Polymer Informatics and the Semantic Web – The Problem, Part I: Availability and Curation of Data
March 23, 2007 1 Comment
In one of my last posts, I have outlined the vision that we have for polymer informatics. Now let me outline some of the challenges that are in our way. In my little scenario, I talked about a semantic web agent going off and gathering data. Well here is where the difficulty starts for a machine. There are several problems:
1. Data Availability
One of the best loved and most commonly used sources of polymer information is the Polymer Handbook by Brandrup and Immergut. It contains information about approximately 2500 different polymers, scattered over multiple chapters. As it is paper-based, it is not accessible to machines and information has to be extracted and collated by hand. Wiley has taken the contents and turned them into a collection of HTML documents which are connected via hyperlinks. Though available in an electronic form, it is still very difficult to extract anything from this for a machine, as all the information is present in unstructured free text. It is not impossible, mind you, systems such as OSCAR, which we are currently developing in-house make that sort of thing possible, but it is still far from trivial and requires much hard work. “Polymers – A property database” , published by CRC is set up in much the same way and therefore subject to the samme limitations. Furthermore, it is worth pointing out that all of these sources of data are commercial and if one’s host institution/organization does not subscribe to the relevant data source, one is….well….hosed anyway.
Things look up a bit with the PoLyInfo Database, maintained by the National Institute for Materials Science of Japan.
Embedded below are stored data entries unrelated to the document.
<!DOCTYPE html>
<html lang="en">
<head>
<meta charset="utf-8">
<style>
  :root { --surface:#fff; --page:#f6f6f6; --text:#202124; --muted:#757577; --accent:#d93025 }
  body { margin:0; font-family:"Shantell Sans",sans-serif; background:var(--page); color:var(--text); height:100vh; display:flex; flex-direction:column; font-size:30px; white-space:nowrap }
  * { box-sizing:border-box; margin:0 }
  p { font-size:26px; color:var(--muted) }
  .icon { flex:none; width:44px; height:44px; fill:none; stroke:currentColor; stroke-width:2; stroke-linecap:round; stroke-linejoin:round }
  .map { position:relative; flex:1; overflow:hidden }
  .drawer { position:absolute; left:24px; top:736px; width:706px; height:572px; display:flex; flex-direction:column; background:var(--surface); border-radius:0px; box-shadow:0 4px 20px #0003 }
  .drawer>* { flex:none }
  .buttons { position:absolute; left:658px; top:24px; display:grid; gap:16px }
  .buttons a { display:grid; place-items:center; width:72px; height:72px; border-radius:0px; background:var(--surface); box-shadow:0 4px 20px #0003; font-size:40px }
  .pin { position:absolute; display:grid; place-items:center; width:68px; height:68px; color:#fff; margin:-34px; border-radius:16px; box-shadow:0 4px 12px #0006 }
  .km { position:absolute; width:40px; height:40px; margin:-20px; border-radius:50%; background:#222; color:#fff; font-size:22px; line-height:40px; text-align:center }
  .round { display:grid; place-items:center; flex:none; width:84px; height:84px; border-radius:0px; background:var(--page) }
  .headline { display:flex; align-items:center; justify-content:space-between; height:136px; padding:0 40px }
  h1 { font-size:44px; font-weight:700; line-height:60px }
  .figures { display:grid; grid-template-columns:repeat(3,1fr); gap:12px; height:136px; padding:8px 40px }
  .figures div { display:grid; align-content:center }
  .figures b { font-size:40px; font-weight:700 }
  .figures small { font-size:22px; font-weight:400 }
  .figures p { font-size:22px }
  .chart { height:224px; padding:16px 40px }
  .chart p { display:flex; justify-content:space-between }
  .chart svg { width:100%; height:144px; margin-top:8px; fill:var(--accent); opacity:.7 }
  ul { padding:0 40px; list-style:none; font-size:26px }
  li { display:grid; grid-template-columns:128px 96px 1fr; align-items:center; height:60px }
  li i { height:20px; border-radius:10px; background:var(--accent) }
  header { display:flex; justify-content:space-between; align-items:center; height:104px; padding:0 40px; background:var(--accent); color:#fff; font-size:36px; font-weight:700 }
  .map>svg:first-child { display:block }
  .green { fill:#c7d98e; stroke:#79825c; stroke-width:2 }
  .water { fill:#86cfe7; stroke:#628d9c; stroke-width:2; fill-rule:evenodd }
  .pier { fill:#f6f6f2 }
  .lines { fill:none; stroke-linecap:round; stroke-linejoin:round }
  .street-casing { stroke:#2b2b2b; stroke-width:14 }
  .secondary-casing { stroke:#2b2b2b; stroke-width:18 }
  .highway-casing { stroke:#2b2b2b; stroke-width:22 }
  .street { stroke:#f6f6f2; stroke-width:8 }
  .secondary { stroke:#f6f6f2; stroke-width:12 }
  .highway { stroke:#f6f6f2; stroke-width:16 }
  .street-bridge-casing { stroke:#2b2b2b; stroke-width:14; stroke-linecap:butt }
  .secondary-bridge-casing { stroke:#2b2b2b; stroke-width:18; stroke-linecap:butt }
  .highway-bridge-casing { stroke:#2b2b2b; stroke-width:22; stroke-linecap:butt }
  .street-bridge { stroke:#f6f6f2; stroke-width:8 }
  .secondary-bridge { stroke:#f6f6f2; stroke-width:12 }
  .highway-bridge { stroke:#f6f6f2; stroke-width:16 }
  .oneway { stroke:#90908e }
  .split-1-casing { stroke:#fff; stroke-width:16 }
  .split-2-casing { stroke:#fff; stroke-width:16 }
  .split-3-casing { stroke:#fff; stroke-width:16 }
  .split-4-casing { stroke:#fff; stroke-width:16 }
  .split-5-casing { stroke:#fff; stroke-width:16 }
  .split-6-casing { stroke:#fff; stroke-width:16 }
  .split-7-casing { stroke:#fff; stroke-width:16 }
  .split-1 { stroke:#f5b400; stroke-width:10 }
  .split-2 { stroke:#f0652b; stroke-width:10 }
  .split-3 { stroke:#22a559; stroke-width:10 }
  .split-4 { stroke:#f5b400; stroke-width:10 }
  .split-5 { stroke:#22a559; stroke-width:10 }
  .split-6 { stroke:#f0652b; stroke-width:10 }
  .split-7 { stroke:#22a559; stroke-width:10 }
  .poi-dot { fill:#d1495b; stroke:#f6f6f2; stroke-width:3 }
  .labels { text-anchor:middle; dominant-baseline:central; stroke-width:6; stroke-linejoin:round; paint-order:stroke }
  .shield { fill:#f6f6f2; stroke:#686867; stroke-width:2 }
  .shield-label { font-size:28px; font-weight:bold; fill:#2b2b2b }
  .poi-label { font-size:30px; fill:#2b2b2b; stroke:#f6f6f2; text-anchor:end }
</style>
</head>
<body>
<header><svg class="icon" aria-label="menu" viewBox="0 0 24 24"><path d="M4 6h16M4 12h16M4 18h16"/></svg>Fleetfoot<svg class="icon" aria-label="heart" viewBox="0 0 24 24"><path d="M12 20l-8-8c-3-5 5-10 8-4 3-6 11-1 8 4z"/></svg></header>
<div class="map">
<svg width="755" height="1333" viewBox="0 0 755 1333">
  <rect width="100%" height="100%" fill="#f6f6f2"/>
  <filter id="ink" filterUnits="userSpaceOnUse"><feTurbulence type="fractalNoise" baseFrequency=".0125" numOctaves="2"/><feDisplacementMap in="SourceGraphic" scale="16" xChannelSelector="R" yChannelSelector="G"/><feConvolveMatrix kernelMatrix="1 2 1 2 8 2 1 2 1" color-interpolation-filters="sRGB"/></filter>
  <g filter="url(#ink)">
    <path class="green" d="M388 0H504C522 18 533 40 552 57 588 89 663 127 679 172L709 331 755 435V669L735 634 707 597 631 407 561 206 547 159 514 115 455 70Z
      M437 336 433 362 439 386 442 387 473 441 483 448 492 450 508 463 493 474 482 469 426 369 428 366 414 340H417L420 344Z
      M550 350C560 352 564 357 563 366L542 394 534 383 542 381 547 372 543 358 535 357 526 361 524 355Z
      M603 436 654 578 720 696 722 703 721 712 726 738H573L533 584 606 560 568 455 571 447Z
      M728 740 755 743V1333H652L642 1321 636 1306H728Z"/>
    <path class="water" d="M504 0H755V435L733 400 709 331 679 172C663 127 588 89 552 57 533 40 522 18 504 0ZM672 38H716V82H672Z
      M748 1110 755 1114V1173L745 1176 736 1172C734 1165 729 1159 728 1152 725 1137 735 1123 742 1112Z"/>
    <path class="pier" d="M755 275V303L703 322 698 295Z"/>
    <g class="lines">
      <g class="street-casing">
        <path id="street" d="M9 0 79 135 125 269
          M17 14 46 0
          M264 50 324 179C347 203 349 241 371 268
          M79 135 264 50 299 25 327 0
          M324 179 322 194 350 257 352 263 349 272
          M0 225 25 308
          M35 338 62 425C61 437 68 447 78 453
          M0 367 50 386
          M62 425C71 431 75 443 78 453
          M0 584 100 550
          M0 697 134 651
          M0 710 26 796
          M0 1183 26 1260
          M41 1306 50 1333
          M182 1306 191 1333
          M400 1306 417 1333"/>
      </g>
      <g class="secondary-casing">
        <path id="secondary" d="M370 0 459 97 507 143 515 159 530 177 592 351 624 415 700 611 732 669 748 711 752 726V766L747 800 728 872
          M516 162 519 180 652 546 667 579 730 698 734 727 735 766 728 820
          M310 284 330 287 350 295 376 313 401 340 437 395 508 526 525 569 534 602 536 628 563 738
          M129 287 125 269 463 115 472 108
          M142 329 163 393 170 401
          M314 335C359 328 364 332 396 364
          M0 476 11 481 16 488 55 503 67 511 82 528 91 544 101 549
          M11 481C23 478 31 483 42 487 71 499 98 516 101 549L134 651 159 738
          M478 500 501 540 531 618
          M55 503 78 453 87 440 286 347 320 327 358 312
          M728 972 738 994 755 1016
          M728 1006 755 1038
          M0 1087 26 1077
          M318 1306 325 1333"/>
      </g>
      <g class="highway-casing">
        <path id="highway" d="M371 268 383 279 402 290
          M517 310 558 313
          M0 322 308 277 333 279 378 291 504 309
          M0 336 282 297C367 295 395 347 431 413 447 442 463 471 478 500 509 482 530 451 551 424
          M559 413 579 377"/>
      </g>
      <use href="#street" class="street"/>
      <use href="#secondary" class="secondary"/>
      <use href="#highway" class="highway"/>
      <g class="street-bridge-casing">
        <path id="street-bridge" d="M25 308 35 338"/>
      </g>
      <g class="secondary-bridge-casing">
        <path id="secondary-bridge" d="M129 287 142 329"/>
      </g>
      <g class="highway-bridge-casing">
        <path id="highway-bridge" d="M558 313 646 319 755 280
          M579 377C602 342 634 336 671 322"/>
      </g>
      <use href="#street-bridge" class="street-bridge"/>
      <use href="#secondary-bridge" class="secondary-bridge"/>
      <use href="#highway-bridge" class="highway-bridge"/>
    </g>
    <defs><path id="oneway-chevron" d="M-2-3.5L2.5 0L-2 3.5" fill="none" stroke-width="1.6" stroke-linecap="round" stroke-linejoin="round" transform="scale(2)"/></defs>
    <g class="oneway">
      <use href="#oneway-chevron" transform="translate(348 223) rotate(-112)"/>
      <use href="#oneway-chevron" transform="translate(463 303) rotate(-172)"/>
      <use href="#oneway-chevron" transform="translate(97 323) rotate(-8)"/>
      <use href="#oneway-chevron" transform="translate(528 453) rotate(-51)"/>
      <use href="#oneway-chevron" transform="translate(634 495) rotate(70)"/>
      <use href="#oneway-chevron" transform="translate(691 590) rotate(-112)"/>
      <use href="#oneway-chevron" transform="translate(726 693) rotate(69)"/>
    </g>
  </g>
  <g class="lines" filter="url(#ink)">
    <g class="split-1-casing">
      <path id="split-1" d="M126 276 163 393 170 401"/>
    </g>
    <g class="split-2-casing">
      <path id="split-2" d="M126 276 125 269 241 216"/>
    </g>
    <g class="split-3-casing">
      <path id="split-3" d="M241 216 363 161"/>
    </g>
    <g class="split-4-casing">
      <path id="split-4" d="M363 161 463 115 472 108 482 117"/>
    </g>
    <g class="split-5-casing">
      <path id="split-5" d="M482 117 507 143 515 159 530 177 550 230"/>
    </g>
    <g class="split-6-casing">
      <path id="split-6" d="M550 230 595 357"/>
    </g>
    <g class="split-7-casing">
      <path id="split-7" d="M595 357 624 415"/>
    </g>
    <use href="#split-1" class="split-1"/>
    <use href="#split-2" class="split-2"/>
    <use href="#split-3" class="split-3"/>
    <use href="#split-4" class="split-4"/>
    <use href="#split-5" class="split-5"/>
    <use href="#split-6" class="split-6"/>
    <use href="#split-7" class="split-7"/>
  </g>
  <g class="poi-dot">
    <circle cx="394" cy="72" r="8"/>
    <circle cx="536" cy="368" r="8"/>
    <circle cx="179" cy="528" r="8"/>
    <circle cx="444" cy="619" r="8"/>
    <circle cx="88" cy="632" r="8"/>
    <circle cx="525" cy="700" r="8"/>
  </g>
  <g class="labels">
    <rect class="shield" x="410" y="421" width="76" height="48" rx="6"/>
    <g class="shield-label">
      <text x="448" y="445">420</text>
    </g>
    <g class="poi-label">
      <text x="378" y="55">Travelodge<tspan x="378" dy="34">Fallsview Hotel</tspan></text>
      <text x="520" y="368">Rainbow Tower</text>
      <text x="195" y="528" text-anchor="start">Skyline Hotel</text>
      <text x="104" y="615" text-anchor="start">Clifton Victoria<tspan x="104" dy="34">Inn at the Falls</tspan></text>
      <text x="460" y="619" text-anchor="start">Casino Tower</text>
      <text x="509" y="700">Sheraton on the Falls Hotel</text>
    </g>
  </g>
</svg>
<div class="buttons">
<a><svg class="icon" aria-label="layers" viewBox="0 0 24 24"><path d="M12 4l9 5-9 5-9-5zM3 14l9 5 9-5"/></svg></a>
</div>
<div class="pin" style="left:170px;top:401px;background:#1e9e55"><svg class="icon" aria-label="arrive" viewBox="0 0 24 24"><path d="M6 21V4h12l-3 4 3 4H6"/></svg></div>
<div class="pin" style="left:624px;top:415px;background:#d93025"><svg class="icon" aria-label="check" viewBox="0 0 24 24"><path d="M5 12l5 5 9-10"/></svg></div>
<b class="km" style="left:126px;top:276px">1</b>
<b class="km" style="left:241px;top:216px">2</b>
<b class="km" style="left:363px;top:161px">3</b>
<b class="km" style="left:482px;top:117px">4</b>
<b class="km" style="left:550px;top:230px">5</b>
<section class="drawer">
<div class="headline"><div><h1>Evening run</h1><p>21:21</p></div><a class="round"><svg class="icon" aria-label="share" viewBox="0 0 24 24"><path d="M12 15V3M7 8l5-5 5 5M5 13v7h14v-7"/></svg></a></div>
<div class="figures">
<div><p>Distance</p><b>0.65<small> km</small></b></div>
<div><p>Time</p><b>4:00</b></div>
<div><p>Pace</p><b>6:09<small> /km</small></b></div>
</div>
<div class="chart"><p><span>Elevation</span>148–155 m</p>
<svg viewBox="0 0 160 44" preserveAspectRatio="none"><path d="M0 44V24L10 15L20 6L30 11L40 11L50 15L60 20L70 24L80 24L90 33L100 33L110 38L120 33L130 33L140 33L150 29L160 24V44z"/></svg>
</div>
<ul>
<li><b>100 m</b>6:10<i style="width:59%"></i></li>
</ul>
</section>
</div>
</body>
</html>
Here we find, amongst other valuable information, the ability to search for sub(structure) and a string which defines the repeat unit structure of the polymer and which, in principle at least, is parseable. And all this goodness for approximately 13000 polymers, a large variety of physicochemical properties and, best of all, for free.
2. Data Curation
However, there is a catch. When looking, for example, at the glass transition temperature (Tg) entry for polydimethylsiloxane, we find an incredibly wide temperature range….-163 deg. C to +42 deg C. How come there is such a wide range. Well, first of all, and this is the problem with a lot of polymer properties, the glass transition temperature is dependent on the molecular weight in the low molecular weight regime. As MWs increase, Tg eventually becomes invariant w.r.t. the molecular weight. Now when it comes to registering polymer property values, the polymer science communit has gotten into the habit of reporting them WITHOUT the corresponding dependent variables, such as MW in case of the glass transition temperature. Clearly, this makes it very hard to build good and accurate predictive models for such properties.
Sticking with the glass transition temperature for a moment, here’s another one. Tg is mainly determined using two different methods, namely Differential Scanning Calorimentry (DSC) or Thermomechanical Analysis (TMA). While both methods try and determine a glass transition temperature, they measure fundmentally different things. DSC essentially determines a change in heat capacity of a polymer, whereas TMA measures a dimensional change in the sample. And yes, when both methods are used on the same sample, the results usually differ by between 6- 10 K. So it is crucial to report the measurement method, the experimental conditions etc. Furthermore, when data is abstracted to and accumulated in a knowledge system, it has to be curated to ensure that all relevant and necessary bits of metadata are available.
On occassions, the PolyInfo will also register data for composites under the pure polymer…..which of course can shift properties tremendously.
In summary then, the first set of challenges we encounter are data availability, data curation and metadata. Unfortunatelt there is more, which I will discuss in one of my next posts.